(Task prompt):
Retype the records below exactly as they stand, omitting the pictures.

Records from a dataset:
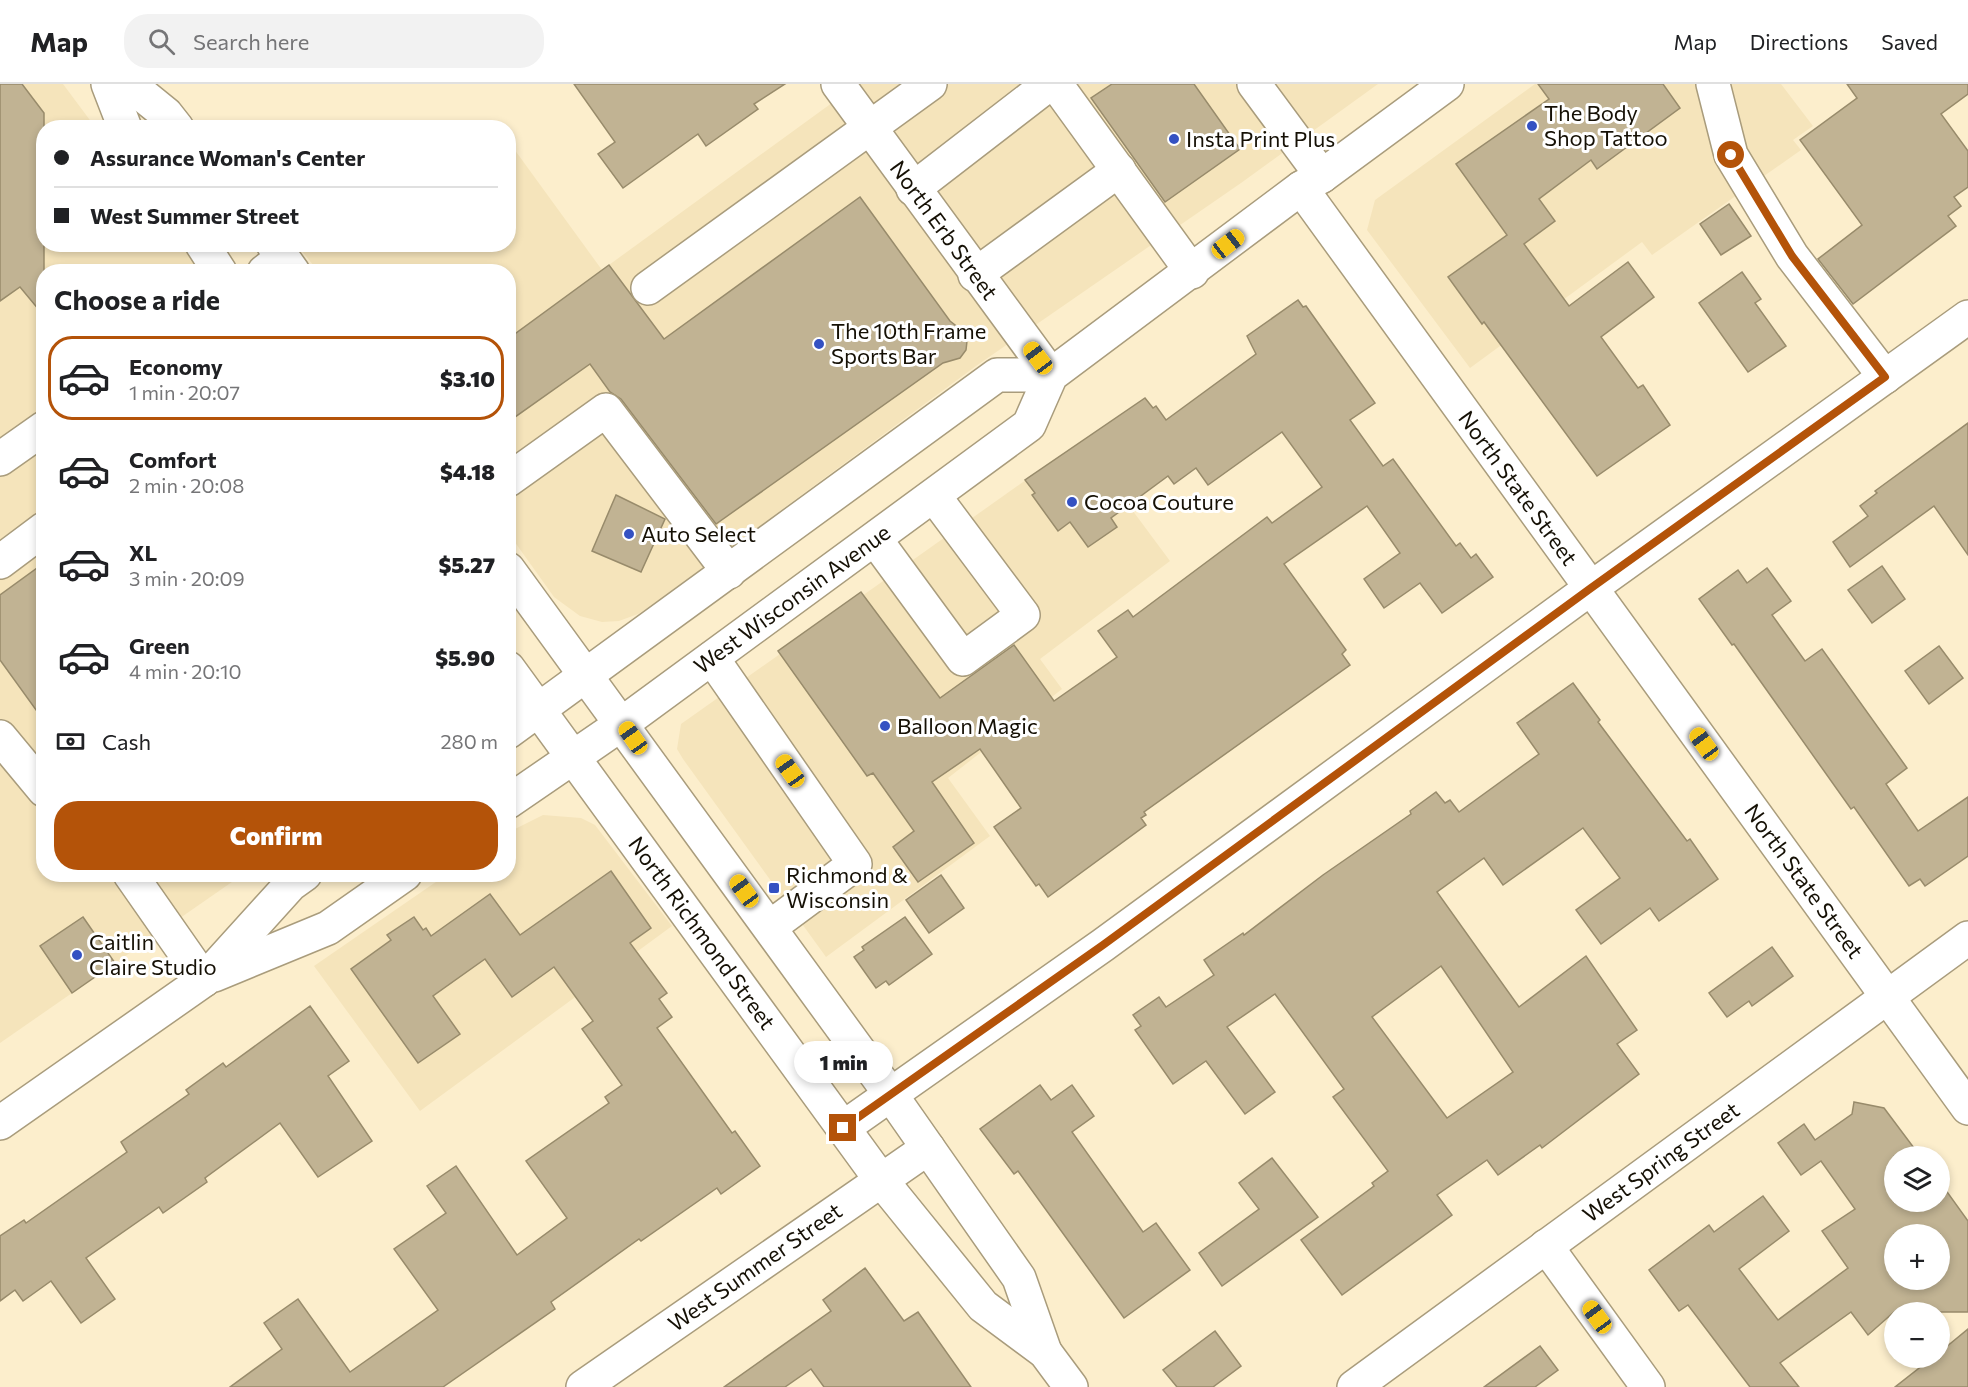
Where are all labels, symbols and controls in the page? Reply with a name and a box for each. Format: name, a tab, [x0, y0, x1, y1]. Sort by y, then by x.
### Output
search box	[124, 14, 544, 68]
text: Map	[30, 24, 88, 58]
icon: search	[145, 25, 178, 58]
text: Search here	[193, 28, 309, 55]
text: Map	[1674, 29, 1717, 54]
text: Directions	[1750, 29, 1848, 54]
text: Saved	[1881, 29, 1938, 54]
place label: The Body Shop Tattoo	[1544, 99, 1668, 151]
marker: The Body Shop Tattoo	[1525, 119, 1539, 133]
place label: Insta Print Plus	[1186, 125, 1335, 152]
marker: Insta Print Plus	[1167, 132, 1181, 146]
route start	[1717, 141, 1744, 168]
text: Assurance Woman's Center	[90, 144, 365, 171]
street label: North Erb Street	[885, 155, 1004, 305]
text: West Summer Street	[90, 202, 299, 229]
car	[1208, 226, 1248, 262]
text: Choose a ride	[54, 283, 220, 316]
place label: The 10th Frame Sports Bar	[831, 317, 986, 369]
marker: The 10th Frame Sports Bar	[812, 337, 826, 351]
car	[1020, 338, 1056, 378]
icon: car	[57, 351, 111, 405]
text: Economy	[129, 353, 223, 380]
text: $3.10	[440, 365, 495, 392]
text: 1 min · 20:07	[129, 380, 240, 404]
street label: North State Street	[1453, 405, 1584, 570]
icon: car	[57, 444, 111, 498]
text: Comfort	[129, 446, 217, 473]
text: $4.18	[440, 458, 495, 485]
text: 2 min · 20:08	[129, 473, 244, 497]
place label: Cocoa Couture	[1084, 488, 1234, 515]
marker: Cocoa Couture	[1065, 495, 1079, 509]
street label: West Wisconsin Avenue	[688, 518, 895, 679]
place label: Auto Select	[641, 520, 756, 547]
marker: Auto Select	[622, 527, 636, 541]
icon: car	[57, 537, 111, 591]
text: XL	[129, 539, 157, 566]
text: $5.27	[438, 551, 495, 578]
text: 3 min · 20:09	[129, 566, 245, 590]
icon: car	[57, 630, 111, 684]
text: Green	[129, 632, 190, 659]
text: $5.90	[435, 644, 495, 671]
text: 4 min · 20:10	[129, 659, 242, 683]
place label: Balloon Magic	[897, 712, 1038, 739]
car	[615, 718, 651, 758]
marker: Balloon Magic	[878, 719, 892, 733]
car	[1686, 724, 1722, 764]
icon: cash	[54, 725, 87, 758]
text: Cash	[102, 728, 151, 755]
text: 280 m	[440, 729, 498, 753]
car	[772, 751, 808, 791]
street label: North State Street	[1739, 798, 1870, 963]
button: Confirm	[54, 801, 498, 870]
street label: North Richmond Street	[623, 831, 782, 1035]
place label: Richmond & Wisconsin	[786, 861, 908, 913]
car	[726, 871, 762, 911]
marker: Richmond & Wisconsin	[767, 881, 781, 895]
place label: Caitlin Claire Studio	[89, 928, 217, 980]
marker: Caitlin Claire Studio	[70, 948, 84, 962]
callout: 1 min	[794, 1041, 892, 1083]
text: 1 min	[819, 1050, 868, 1074]
street label: West Spring Street	[1577, 1096, 1744, 1227]
route end	[829, 1114, 856, 1141]
map controls	[1884, 1146, 1950, 1368]
button: layers	[1884, 1146, 1950, 1212]
street label: West Summer Street	[663, 1196, 847, 1337]
button: +	[1884, 1224, 1950, 1290]
car	[1579, 1297, 1615, 1337]
button: −	[1884, 1302, 1950, 1368]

(Solution to the problem):
Where are all labels, symbols and controls in the page? Reply with a name and a box for each. Format: name, a tab, [x0, y0, x1, y1]. Sort by y, then by x.
### Output
search box	[124, 14, 544, 68]
text: Map	[30, 24, 88, 58]
icon: search	[145, 25, 178, 58]
text: Search here	[193, 28, 309, 55]
text: Map	[1674, 29, 1717, 54]
text: Directions	[1750, 29, 1848, 54]
text: Saved	[1881, 29, 1938, 54]
place label: The Body Shop Tattoo	[1544, 99, 1668, 151]
marker: The Body Shop Tattoo	[1525, 119, 1539, 133]
place label: Insta Print Plus	[1186, 125, 1335, 152]
marker: Insta Print Plus	[1167, 132, 1181, 146]
route start	[1717, 141, 1744, 168]
text: Assurance Woman's Center	[90, 144, 365, 171]
street label: North Erb Street	[885, 155, 1004, 305]
text: West Summer Street	[90, 202, 299, 229]
car	[1208, 226, 1248, 262]
text: Choose a ride	[54, 283, 220, 316]
place label: The 10th Frame Sports Bar	[831, 317, 986, 369]
marker: The 10th Frame Sports Bar	[812, 337, 826, 351]
car	[1020, 338, 1056, 378]
icon: car	[57, 351, 111, 405]
text: Economy	[129, 353, 223, 380]
text: $3.10	[440, 365, 495, 392]
text: 1 min · 20:07	[129, 380, 240, 404]
street label: North State Street	[1453, 405, 1584, 570]
icon: car	[57, 444, 111, 498]
text: Comfort	[129, 446, 217, 473]
text: $4.18	[440, 458, 495, 485]
text: 2 min · 20:08	[129, 473, 244, 497]
place label: Cocoa Couture	[1084, 488, 1234, 515]
marker: Cocoa Couture	[1065, 495, 1079, 509]
street label: West Wisconsin Avenue	[688, 518, 895, 679]
place label: Auto Select	[641, 520, 756, 547]
marker: Auto Select	[622, 527, 636, 541]
icon: car	[57, 537, 111, 591]
text: XL	[129, 539, 157, 566]
text: $5.27	[438, 551, 495, 578]
text: 3 min · 20:09	[129, 566, 245, 590]
icon: car	[57, 630, 111, 684]
text: Green	[129, 632, 190, 659]
text: $5.90	[435, 644, 495, 671]
text: 4 min · 20:10	[129, 659, 242, 683]
place label: Balloon Magic	[897, 712, 1038, 739]
car	[615, 718, 651, 758]
marker: Balloon Magic	[878, 719, 892, 733]
car	[1686, 724, 1722, 764]
icon: cash	[54, 725, 87, 758]
text: Cash	[102, 728, 151, 755]
text: 280 m	[440, 729, 498, 753]
car	[772, 751, 808, 791]
street label: North State Street	[1739, 798, 1870, 963]
button: Confirm	[54, 801, 498, 870]
street label: North Richmond Street	[623, 831, 782, 1035]
place label: Richmond & Wisconsin	[786, 861, 908, 913]
car	[726, 871, 762, 911]
marker: Richmond & Wisconsin	[767, 881, 781, 895]
place label: Caitlin Claire Studio	[89, 928, 217, 980]
marker: Caitlin Claire Studio	[70, 948, 84, 962]
callout: 1 min	[794, 1041, 892, 1083]
text: 1 min	[819, 1050, 868, 1074]
street label: West Spring Street	[1577, 1096, 1744, 1227]
route end	[829, 1114, 856, 1141]
map controls	[1884, 1146, 1950, 1368]
button: layers	[1884, 1146, 1950, 1212]
street label: West Summer Street	[663, 1196, 847, 1337]
button: +	[1884, 1224, 1950, 1290]
car	[1579, 1297, 1615, 1337]
button: −	[1884, 1302, 1950, 1368]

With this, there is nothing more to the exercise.